> [TASK INPUTS]:

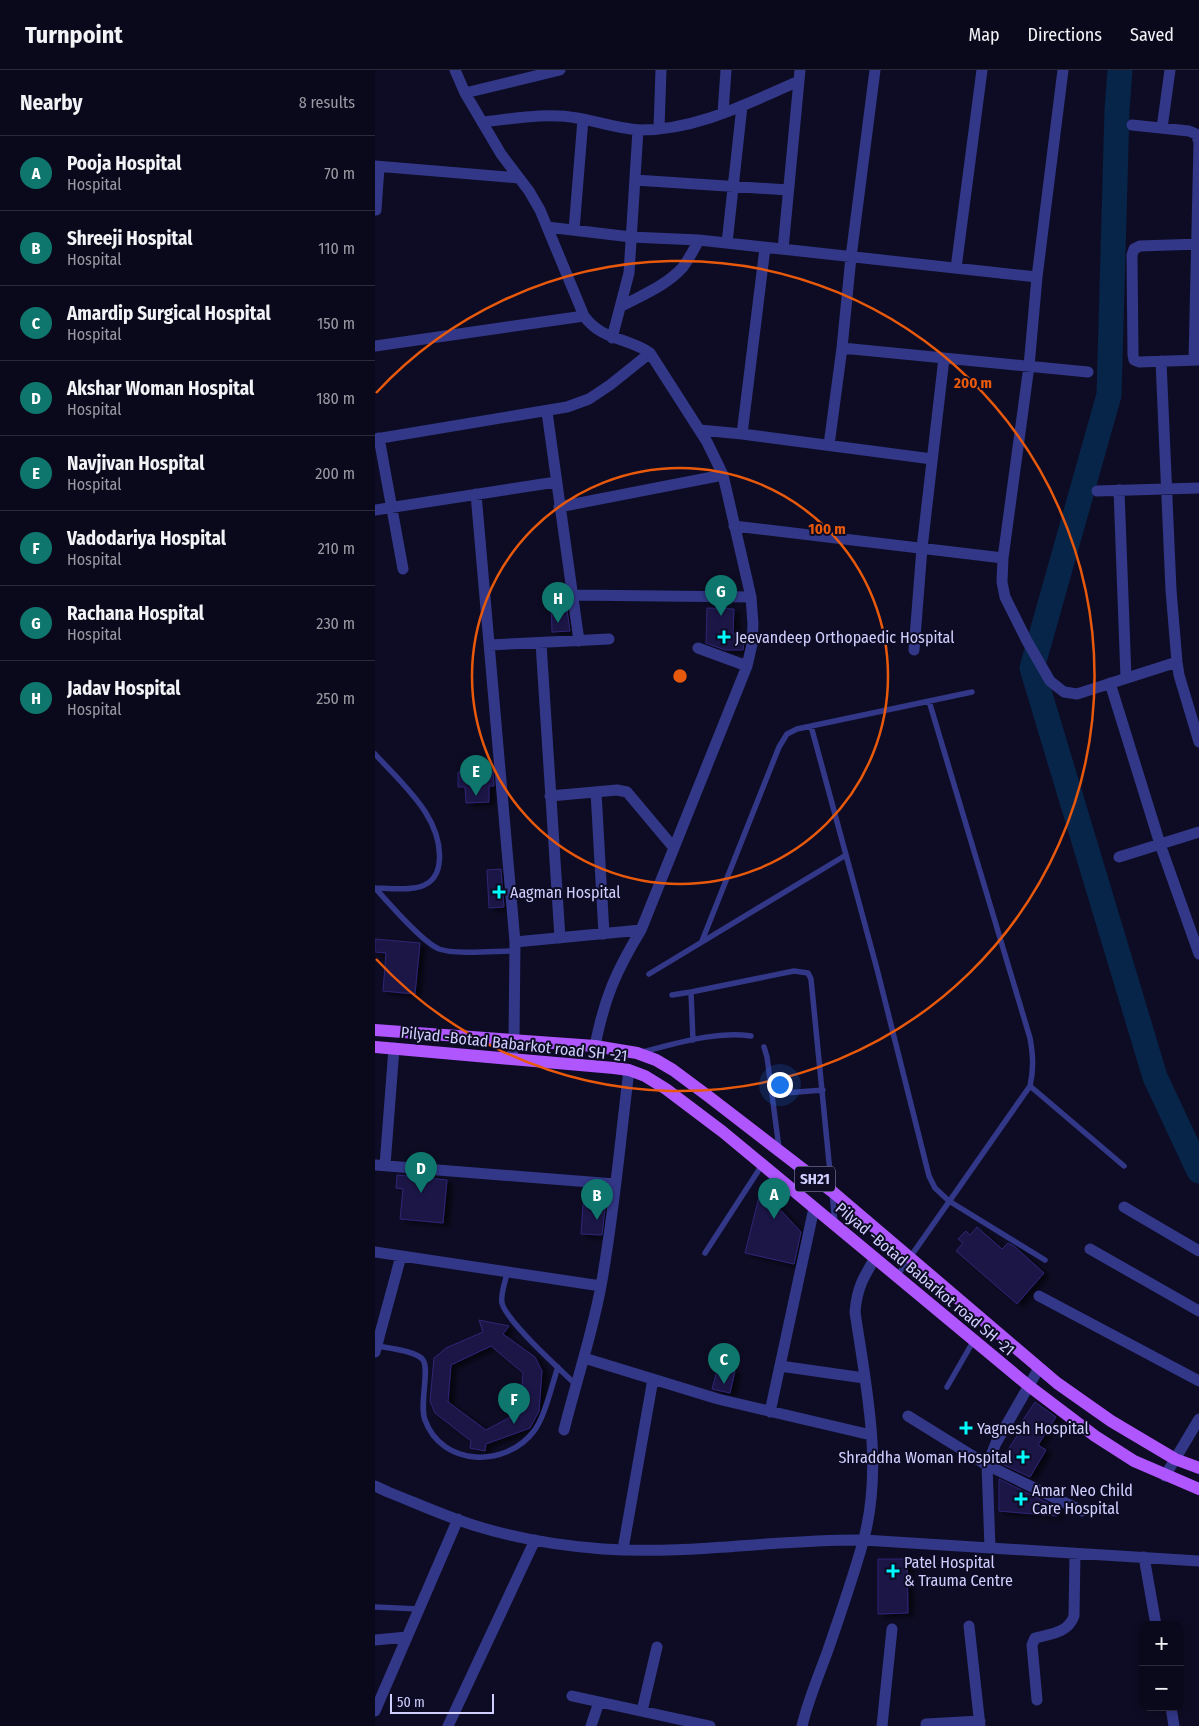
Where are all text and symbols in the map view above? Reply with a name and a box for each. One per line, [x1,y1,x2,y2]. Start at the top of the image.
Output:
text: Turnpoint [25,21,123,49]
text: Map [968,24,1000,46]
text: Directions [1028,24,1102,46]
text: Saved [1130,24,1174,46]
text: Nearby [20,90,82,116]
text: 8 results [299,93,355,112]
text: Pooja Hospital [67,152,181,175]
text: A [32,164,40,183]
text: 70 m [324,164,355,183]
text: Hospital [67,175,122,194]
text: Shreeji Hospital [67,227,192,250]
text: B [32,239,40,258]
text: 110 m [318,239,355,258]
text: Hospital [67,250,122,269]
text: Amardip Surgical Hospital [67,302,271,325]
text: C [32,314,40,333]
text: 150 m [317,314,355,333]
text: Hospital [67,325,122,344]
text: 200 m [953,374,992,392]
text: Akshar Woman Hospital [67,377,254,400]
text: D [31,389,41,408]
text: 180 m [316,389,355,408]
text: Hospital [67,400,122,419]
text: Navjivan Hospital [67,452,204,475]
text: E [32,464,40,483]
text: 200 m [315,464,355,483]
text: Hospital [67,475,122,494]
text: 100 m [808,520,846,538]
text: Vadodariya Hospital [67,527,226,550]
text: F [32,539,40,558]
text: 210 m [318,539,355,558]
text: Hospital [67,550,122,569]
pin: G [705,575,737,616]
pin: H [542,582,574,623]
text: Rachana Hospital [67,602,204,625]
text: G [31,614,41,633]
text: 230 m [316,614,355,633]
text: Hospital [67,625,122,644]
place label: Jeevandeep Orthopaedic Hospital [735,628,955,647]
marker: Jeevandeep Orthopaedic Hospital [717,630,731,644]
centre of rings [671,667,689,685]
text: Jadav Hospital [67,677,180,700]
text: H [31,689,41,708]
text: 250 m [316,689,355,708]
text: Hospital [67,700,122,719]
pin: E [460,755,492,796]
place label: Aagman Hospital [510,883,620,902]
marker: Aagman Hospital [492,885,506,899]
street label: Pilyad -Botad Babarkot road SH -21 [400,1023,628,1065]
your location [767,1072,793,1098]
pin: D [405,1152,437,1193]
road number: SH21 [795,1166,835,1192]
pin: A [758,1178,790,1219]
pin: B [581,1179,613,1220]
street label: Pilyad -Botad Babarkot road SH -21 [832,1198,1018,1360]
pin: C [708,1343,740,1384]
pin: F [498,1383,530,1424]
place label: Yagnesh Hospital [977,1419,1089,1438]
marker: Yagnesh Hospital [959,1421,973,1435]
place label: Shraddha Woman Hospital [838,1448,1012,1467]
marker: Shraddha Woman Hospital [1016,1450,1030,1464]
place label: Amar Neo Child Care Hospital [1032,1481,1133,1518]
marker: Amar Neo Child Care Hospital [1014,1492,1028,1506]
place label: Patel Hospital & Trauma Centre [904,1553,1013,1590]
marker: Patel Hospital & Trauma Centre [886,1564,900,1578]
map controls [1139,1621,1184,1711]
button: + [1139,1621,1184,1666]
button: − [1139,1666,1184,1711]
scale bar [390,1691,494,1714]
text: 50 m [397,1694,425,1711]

> [TASK STATEMENT]:
From the entries, report every line in which the string "Aagman" occurs.

> [EXERCISE RESULT]:
place label: Aagman Hospital [510,883,620,902]
marker: Aagman Hospital [492,885,506,899]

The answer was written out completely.